I don’t think it’s a case of decision vs. indecision; for me, it’s more the case of a focused vs. unfocused experience.
Everything I do usually has some end in mind, whether or not I know that particular end. Thus, I like games where the goal is either 1. obvious or 2. told to me directly. Because of that, I can actually play the game. Usually, these focused games have mechanics that just feel right, because the developers have crafted the levels and environments in a way amenable to the way you play.
The unfocused game, however, gives quantity over quality. Sure, there’s lots of stuff to do in Skyrim, but much of it has been randomized. That which hasn’t was obviously the focus of the developers. The combat, well, no Elder Scrolls game has ever had good mechanics. And my God, those bugs. If I was ten years old, it’d be a different story. So, given the choice between, say, Skyrim and Bayonetta, I’ll choose the latter any day; I could go back to that all the time. Skyrim? I probably won’t ever buy it (Oblivion did nothing for me).
Now, though, I just like to grapple with dense mechanics (like in fighting games and some JRPGs) and straightforward goals. Honestly, those are more fun in the long run.
Long story short, you are a sheep.
Regardless of whether you’re talking life decisions, or deciding what to in a vidya game, if you aren’t willing to risk taking a loss or making a wrong decision, you will never reach some epiphany that will answer the question for you.

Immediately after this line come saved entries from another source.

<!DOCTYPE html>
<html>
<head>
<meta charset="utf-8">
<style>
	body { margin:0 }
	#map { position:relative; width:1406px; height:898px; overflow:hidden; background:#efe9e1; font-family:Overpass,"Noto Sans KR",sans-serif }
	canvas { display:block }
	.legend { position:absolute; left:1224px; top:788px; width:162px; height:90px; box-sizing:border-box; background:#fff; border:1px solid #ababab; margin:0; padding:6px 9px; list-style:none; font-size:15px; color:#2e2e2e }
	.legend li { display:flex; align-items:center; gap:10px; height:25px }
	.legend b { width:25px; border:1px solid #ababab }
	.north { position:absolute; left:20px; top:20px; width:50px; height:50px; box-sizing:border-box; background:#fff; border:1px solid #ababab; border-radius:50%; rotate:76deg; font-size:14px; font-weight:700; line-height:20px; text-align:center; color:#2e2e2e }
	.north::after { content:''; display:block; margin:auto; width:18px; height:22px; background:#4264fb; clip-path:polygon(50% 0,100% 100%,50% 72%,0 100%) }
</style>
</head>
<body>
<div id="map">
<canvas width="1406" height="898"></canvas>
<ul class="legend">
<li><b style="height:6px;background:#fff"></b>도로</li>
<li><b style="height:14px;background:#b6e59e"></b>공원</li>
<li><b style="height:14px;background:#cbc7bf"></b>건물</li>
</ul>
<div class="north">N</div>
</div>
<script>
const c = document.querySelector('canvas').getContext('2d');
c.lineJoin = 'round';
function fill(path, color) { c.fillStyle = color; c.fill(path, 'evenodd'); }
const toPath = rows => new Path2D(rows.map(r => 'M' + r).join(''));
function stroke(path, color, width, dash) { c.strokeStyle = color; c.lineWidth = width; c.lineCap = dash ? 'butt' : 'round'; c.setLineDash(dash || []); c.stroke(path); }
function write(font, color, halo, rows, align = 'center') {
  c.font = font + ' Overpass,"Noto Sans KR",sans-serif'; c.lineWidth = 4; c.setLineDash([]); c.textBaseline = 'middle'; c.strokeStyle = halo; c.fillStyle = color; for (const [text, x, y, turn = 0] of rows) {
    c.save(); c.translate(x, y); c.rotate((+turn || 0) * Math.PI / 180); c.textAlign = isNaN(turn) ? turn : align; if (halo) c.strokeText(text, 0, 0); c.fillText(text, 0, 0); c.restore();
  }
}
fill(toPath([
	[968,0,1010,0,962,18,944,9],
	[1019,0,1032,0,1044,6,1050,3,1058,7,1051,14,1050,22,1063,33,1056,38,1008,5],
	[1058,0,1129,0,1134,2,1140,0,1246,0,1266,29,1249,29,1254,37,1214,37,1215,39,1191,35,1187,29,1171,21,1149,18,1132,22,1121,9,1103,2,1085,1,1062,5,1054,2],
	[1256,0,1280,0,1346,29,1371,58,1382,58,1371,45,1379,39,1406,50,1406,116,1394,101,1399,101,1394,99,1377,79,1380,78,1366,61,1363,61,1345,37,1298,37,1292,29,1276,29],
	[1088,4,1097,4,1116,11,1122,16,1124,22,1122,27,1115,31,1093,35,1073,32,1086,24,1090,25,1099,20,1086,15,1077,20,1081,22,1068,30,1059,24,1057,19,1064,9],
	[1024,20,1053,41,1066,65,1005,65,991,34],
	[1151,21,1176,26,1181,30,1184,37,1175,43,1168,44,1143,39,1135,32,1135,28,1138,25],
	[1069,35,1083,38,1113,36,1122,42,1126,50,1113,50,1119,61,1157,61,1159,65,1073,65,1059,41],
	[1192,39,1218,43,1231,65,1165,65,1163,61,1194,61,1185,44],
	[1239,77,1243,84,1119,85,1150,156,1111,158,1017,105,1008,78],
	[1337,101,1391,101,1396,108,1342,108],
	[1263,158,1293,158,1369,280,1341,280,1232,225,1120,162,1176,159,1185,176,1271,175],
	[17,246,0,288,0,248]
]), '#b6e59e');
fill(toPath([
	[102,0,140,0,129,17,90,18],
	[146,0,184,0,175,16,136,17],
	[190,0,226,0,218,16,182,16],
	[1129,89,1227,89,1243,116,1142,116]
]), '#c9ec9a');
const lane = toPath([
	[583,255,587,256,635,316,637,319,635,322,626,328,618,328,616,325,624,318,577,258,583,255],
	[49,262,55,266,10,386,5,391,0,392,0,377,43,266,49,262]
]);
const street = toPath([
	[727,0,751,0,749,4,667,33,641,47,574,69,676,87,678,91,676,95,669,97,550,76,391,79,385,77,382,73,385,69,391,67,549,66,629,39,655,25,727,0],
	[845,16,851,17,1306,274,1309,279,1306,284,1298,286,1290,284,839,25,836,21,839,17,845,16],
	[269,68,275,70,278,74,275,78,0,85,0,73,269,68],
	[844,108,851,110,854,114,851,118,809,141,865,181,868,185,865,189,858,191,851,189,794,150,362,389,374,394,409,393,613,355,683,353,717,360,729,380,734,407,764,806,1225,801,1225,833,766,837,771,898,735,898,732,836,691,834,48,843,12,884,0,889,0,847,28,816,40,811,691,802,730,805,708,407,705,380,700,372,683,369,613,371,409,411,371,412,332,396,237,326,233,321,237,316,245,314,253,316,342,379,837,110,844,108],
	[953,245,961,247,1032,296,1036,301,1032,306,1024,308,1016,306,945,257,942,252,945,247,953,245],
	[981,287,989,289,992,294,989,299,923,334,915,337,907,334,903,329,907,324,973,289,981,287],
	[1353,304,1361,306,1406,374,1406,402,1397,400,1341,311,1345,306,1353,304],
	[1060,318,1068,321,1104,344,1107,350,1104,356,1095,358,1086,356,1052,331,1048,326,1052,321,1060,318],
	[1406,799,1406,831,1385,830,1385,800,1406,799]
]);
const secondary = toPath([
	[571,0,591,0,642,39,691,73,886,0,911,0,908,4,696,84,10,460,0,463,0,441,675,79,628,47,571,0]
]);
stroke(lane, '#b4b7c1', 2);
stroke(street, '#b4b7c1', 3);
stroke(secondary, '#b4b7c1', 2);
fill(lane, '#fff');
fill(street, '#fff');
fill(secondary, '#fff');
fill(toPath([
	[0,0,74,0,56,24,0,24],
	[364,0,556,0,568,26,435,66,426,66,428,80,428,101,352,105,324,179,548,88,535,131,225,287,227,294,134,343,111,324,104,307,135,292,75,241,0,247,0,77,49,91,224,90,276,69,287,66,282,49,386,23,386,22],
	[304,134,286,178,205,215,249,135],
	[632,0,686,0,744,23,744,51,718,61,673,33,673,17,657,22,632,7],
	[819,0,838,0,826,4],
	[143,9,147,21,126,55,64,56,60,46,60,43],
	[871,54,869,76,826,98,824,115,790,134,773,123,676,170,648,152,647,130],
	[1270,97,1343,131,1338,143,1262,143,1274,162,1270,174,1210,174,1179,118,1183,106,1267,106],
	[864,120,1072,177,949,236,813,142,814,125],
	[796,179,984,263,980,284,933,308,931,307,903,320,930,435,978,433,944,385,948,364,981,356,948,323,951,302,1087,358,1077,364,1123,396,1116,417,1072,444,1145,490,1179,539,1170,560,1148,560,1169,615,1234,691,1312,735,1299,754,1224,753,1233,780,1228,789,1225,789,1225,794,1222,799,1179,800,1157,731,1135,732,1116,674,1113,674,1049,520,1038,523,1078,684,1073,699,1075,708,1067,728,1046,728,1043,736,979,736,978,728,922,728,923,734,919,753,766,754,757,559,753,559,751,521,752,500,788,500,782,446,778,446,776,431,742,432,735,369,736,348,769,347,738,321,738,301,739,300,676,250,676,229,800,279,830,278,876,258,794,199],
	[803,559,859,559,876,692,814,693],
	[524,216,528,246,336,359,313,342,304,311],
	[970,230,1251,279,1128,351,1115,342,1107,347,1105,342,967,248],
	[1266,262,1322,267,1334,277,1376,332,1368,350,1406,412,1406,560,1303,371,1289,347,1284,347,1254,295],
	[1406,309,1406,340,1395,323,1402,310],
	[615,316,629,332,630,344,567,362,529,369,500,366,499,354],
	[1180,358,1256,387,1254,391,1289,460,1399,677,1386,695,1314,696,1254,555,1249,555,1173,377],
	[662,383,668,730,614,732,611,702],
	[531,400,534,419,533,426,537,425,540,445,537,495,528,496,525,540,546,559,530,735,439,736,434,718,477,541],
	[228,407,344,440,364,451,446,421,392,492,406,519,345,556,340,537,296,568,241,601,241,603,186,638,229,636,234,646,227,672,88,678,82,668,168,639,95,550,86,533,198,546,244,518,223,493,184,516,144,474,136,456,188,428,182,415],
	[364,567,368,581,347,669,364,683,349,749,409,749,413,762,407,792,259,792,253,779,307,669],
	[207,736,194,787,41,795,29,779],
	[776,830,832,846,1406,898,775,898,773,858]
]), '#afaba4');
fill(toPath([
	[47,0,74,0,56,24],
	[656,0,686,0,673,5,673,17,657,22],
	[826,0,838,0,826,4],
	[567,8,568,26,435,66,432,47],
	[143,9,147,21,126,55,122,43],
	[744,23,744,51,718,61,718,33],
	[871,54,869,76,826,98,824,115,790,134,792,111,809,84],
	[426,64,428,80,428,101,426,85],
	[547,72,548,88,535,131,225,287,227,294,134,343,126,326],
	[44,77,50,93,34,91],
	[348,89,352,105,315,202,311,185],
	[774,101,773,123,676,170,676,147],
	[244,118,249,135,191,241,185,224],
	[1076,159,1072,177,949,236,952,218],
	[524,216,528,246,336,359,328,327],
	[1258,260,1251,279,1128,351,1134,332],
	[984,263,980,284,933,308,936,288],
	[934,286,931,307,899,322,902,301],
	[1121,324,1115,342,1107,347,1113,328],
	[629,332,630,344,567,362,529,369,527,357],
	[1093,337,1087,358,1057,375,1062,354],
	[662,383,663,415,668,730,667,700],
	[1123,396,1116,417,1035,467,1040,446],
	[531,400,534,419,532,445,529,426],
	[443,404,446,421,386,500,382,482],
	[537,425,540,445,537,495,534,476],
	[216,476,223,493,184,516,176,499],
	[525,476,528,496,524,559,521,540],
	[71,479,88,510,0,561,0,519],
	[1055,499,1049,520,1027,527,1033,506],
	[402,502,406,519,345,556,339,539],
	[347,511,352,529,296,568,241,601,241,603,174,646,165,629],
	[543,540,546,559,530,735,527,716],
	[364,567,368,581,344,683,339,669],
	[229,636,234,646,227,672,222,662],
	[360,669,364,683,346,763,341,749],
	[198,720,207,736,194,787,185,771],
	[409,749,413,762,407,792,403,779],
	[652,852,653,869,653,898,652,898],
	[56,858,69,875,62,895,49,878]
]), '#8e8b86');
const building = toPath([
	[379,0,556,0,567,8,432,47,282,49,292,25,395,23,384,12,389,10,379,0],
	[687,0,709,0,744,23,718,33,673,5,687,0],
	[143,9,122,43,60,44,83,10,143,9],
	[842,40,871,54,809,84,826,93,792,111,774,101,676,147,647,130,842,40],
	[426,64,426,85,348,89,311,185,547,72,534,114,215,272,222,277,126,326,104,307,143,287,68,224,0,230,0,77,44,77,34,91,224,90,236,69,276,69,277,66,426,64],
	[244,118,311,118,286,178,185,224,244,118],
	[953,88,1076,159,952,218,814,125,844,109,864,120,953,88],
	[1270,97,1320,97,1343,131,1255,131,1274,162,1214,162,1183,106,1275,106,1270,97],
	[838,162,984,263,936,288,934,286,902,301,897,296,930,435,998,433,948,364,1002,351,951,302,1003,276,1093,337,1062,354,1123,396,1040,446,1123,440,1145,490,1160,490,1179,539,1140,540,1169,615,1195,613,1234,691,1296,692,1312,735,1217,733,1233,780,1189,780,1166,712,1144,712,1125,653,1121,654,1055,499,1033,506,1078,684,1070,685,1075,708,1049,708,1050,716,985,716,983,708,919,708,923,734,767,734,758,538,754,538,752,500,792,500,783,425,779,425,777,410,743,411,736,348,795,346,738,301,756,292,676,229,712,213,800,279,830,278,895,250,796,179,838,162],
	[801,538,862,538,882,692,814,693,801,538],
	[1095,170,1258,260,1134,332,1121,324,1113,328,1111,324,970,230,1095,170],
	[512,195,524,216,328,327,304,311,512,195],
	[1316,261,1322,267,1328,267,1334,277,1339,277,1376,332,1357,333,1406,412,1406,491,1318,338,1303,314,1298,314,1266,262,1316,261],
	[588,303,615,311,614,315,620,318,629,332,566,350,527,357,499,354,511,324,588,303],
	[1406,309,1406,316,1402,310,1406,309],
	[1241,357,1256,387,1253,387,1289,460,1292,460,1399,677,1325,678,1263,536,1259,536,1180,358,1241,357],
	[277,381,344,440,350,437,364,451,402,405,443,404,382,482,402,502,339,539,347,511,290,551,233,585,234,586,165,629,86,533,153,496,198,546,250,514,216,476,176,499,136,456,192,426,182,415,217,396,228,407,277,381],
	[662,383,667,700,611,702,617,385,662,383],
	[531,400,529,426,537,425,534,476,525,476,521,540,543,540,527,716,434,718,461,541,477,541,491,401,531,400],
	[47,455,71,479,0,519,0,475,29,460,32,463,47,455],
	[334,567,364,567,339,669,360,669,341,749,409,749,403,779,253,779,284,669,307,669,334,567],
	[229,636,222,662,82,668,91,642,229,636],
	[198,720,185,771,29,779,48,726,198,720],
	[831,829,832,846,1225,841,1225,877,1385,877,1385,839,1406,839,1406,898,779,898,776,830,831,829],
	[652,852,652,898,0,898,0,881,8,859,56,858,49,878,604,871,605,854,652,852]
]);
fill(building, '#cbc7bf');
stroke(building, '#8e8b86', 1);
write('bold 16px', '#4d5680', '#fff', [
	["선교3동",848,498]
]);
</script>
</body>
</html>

For some people, such as myself, they get pushed into a career decision by their peers, and even though they are still a sheep by definition, they got helped out, nudged, hopefully they can draw some conclusions based on the experiences they get from taking a step in that direction.
At least, if you try something and don’t like it, or fail, you can ascertain what factors made you fail, what factors made you not like that direction. This gives you part of a logical template you can use to ease decisions in the future.
At best, you have a positive reaction and you can continue on in that vein and specialize or generalize as you want. Even if a position or career idea comes from it that is out of your reach, at least you have a goal.
If anyone out there thinks they can find an answer to “what do I want in a video game/ career / life”, they are going about it the wrong way. There is a process, not an answer. You don’t know what you want, and you won’t know until you try some shit. Probably, noone knows. Probably, the sheepish belief that somehow, taking action is cutting off possibilities, is the one thing holding you back from realizing the question fully.
At least in Skyrim, you can just reload your game.
It says two comments, so why can’t I see the second one?
I don’t think Pete, or anyone for that matter, is a “sheep” by definition, but our culture certainly nudges us into the direction. It is up to us to perceive it is their, distinguish between what I actually like and what the culture around me WANTS me to like, and then go from there.
Let’s not get into a discussion about determinism, shall we?
Risk is an inherent portion of any video game, albeit in a smaller scale environment. Skyrim doesn’t real provide “risk” other than “reloading the game”, so I don’t think that counts.